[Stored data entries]

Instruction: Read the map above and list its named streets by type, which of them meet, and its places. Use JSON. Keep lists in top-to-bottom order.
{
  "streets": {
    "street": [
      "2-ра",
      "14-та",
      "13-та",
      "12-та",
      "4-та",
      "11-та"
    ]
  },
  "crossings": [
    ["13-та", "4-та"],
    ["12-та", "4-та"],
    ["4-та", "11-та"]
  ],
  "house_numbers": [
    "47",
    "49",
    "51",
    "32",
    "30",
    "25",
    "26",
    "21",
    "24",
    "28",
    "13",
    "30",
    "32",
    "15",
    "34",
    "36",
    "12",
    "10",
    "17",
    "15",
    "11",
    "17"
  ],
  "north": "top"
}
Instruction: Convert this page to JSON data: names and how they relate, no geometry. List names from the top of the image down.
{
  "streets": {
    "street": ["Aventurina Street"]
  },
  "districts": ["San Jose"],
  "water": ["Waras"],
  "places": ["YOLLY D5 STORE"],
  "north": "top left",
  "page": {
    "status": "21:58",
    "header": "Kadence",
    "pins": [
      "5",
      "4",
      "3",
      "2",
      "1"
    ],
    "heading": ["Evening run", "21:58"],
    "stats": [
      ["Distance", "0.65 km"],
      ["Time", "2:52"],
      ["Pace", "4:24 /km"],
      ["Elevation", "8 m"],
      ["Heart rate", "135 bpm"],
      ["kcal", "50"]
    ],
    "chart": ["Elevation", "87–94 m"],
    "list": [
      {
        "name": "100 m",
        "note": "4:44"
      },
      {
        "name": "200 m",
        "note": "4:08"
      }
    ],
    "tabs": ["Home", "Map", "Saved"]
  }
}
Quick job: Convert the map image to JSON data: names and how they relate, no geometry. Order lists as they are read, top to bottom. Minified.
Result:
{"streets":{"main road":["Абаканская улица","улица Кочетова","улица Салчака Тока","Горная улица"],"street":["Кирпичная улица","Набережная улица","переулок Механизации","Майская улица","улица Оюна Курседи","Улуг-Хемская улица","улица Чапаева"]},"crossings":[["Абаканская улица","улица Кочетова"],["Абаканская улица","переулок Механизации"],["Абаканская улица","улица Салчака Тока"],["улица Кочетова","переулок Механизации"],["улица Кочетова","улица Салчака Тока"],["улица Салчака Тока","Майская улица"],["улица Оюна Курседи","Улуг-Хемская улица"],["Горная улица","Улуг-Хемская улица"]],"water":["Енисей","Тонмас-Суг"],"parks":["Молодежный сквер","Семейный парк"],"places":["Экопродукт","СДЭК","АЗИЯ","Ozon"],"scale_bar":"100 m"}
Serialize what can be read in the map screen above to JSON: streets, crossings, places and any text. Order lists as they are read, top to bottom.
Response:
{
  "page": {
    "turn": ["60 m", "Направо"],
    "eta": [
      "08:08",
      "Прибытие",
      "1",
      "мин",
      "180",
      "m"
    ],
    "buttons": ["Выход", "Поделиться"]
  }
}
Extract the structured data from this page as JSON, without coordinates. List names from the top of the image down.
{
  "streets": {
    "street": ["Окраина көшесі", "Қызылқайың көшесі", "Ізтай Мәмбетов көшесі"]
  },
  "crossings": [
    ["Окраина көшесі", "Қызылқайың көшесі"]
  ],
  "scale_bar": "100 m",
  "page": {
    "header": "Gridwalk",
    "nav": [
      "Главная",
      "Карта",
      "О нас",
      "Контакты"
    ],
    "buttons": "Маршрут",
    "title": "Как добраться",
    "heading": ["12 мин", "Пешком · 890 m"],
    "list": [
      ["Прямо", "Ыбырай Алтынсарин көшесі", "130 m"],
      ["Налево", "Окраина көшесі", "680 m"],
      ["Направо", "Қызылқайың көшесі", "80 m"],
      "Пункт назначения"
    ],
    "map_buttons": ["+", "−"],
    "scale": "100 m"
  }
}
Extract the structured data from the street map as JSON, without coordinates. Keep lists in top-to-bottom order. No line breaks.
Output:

- **Problem**: Would you reproduce all the entries exactly?

- **Exercise answer**:
Instruction: Read the map above and list its named streets by type, which of them meet, and its places. Use JSON. Keep lists in top-to-bottom order.
{
  "streets": {
    "street": [
      "2-ра",
      "14-та",
      "13-та",
      "12-та",
      "4-та",
      "11-та"
    ]
  },
  "crossings": [
    ["13-та", "4-та"],
    ["12-та", "4-та"],
    ["4-та", "11-та"]
  ],
  "house_numbers": [
    "47",
    "49",
    "51",
    "32",
    "30",
    "25",
    "26",
    "21",
    "24",
    "28",
    "13",
    "30",
    "32",
    "15",
    "34",
    "36",
    "12",
    "10",
    "17",
    "15",
    "11",
    "17"
  ],
  "north": "top"
}
Instruction: Convert this page to JSON data: names and how they relate, no geometry. List names from the top of the image down.
{
  "streets": {
    "street": ["Aventurina Street"]
  },
  "districts": ["San Jose"],
  "water": ["Waras"],
  "places": ["YOLLY D5 STORE"],
  "north": "top left",
  "page": {
    "status": "21:58",
    "header": "Kadence",
    "pins": [
      "5",
      "4",
      "3",
      "2",
      "1"
    ],
    "heading": ["Evening run", "21:58"],
    "stats": [
      ["Distance", "0.65 km"],
      ["Time", "2:52"],
      ["Pace", "4:24 /km"],
      ["Elevation", "8 m"],
      ["Heart rate", "135 bpm"],
      ["kcal", "50"]
    ],
    "chart": ["Elevation", "87–94 m"],
    "list": [
      {
        "name": "100 m",
        "note": "4:44"
      },
      {
        "name": "200 m",
        "note": "4:08"
      }
    ],
    "tabs": ["Home", "Map", "Saved"]
  }
}
Quick job: Convert the map image to JSON data: names and how they relate, no geometry. Order lists as they are read, top to bottom. Minified.
Result:
{"streets":{"main road":["Абаканская улица","улица Кочетова","улица Салчака Тока","Горная улица"],"street":["Кирпичная улица","Набережная улица","переулок Механизации","Майская улица","улица Оюна Курседи","Улуг-Хемская улица","улица Чапаева"]},"crossings":[["Абаканская улица","улица Кочетова"],["Абаканская улица","переулок Механизации"],["Абаканская улица","улица Салчака Тока"],["улица Кочетова","переулок Механизации"],["улица Кочетова","улица Салчака Тока"],["улица Салчака Тока","Майская улица"],["улица Оюна Курседи","Улуг-Хемская улица"],["Горная улица","Улуг-Хемская улица"]],"water":["Енисей","Тонмас-Суг"],"parks":["Молодежный сквер","Семейный парк"],"places":["Экопродукт","СДЭК","АЗИЯ","Ozon"],"scale_bar":"100 m"}
Serialize what can be read in the map screen above to JSON: streets, crossings, places and any text. Order lists as they are read, top to bottom.
Response:
{
  "page": {
    "turn": ["60 m", "Направо"],
    "eta": [
      "08:08",
      "Прибытие",
      "1",
      "мин",
      "180",
      "m"
    ],
    "buttons": ["Выход", "Поделиться"]
  }
}
Extract the structured data from this page as JSON, without coordinates. List names from the top of the image down.
{
  "streets": {
    "street": ["Окраина көшесі", "Қызылқайың көшесі", "Ізтай Мәмбетов көшесі"]
  },
  "crossings": [
    ["Окраина көшесі", "Қызылқайың көшесі"]
  ],
  "scale_bar": "100 m",
  "page": {
    "header": "Gridwalk",
    "nav": [
      "Главная",
      "Карта",
      "О нас",
      "Контакты"
    ],
    "buttons": "Маршрут",
    "title": "Как добраться",
    "heading": ["12 мин", "Пешком · 890 m"],
    "list": [
      ["Прямо", "Ыбырай Алтынсарин көшесі", "130 m"],
      ["Налево", "Окраина көшесі", "680 m"],
      ["Направо", "Қызылқайың көшесі", "80 m"],
      "Пункт назначения"
    ],
    "map_buttons": ["+", "−"],
    "scale": "100 m"
  }
}
Extract the structured data from the street map as JSON, without coordinates. Keep lists in top-to-bottom order. No line breaks.
Output:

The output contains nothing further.